+++ Supplied material +++
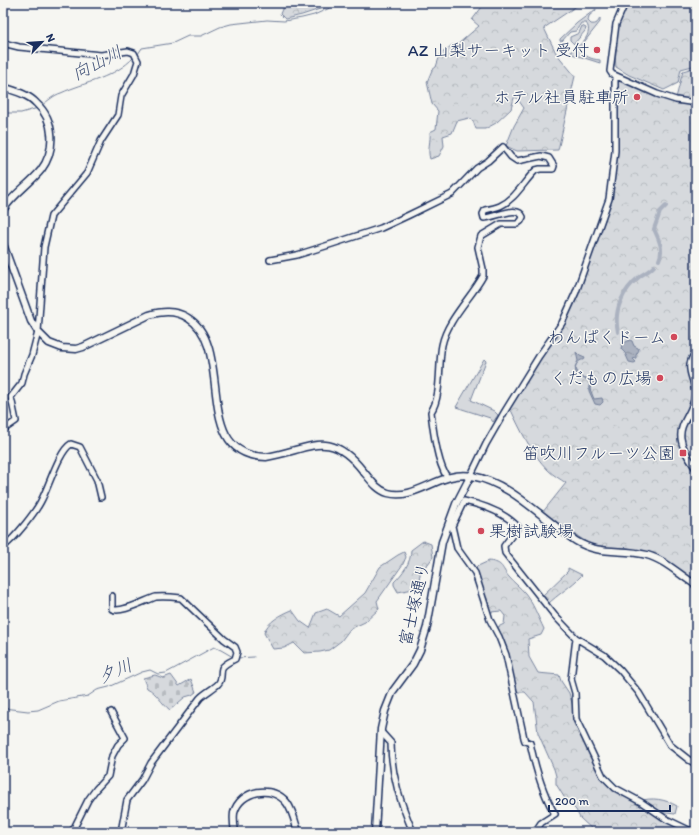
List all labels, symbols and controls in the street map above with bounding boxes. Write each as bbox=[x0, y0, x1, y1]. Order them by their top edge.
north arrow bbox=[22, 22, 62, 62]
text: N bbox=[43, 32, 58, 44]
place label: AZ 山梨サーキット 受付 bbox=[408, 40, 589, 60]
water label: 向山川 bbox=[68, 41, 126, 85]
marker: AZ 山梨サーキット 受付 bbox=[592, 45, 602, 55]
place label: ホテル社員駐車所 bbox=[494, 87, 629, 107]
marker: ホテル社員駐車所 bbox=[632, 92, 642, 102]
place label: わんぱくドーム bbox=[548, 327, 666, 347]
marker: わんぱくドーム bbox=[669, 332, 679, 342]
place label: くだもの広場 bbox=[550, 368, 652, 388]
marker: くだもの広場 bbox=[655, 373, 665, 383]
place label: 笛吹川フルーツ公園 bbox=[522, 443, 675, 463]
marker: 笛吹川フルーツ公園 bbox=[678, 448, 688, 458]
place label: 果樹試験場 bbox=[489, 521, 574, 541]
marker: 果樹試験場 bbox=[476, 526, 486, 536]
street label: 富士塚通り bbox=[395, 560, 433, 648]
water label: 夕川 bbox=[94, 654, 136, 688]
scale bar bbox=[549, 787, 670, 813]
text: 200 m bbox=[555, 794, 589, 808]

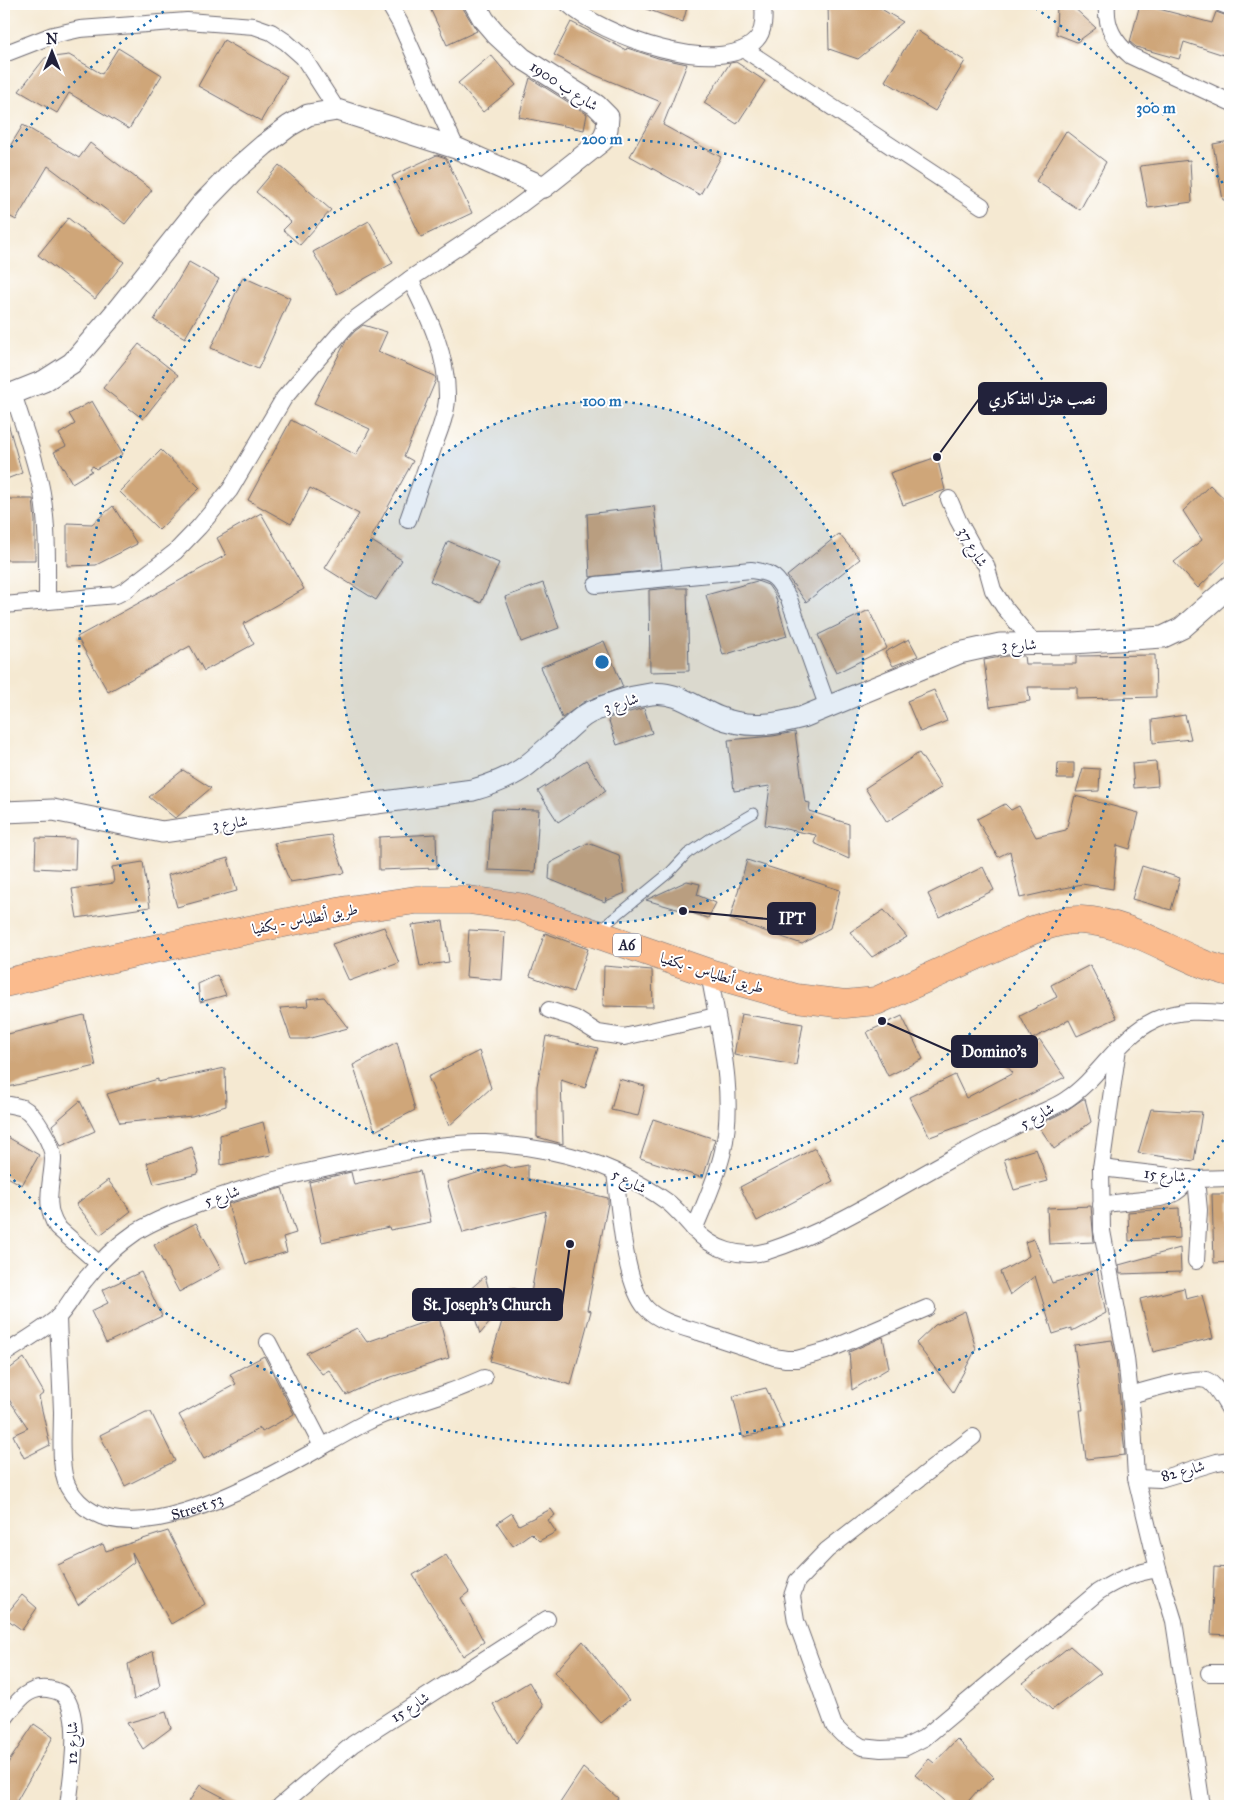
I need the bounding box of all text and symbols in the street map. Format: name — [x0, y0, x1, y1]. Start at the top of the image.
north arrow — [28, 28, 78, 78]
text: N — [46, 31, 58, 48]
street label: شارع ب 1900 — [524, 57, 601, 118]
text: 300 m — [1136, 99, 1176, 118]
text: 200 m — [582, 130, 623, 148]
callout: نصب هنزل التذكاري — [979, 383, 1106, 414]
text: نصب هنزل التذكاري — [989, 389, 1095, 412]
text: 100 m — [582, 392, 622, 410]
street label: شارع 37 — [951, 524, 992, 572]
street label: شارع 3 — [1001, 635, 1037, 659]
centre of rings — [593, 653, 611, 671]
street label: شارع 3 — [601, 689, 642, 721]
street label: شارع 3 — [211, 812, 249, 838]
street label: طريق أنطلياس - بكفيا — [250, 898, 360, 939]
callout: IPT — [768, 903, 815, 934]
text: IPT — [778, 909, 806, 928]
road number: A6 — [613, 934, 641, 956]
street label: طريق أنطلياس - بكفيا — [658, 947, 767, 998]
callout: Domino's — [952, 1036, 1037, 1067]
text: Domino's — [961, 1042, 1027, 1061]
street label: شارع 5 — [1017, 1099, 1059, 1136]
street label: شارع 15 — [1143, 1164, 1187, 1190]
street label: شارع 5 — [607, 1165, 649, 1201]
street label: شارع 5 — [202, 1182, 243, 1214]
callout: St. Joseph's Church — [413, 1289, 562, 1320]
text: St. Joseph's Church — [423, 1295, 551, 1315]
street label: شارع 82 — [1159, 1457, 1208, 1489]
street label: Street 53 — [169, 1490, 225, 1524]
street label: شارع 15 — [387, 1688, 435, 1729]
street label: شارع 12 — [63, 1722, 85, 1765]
+++
Assignment: Look through the listing, and copy each line in which the string "わんぱくドーム" turns up.

Written answer:
place label: わんぱくドーム bbox=[548, 327, 666, 347]
marker: わんぱくドーム bbox=[669, 332, 679, 342]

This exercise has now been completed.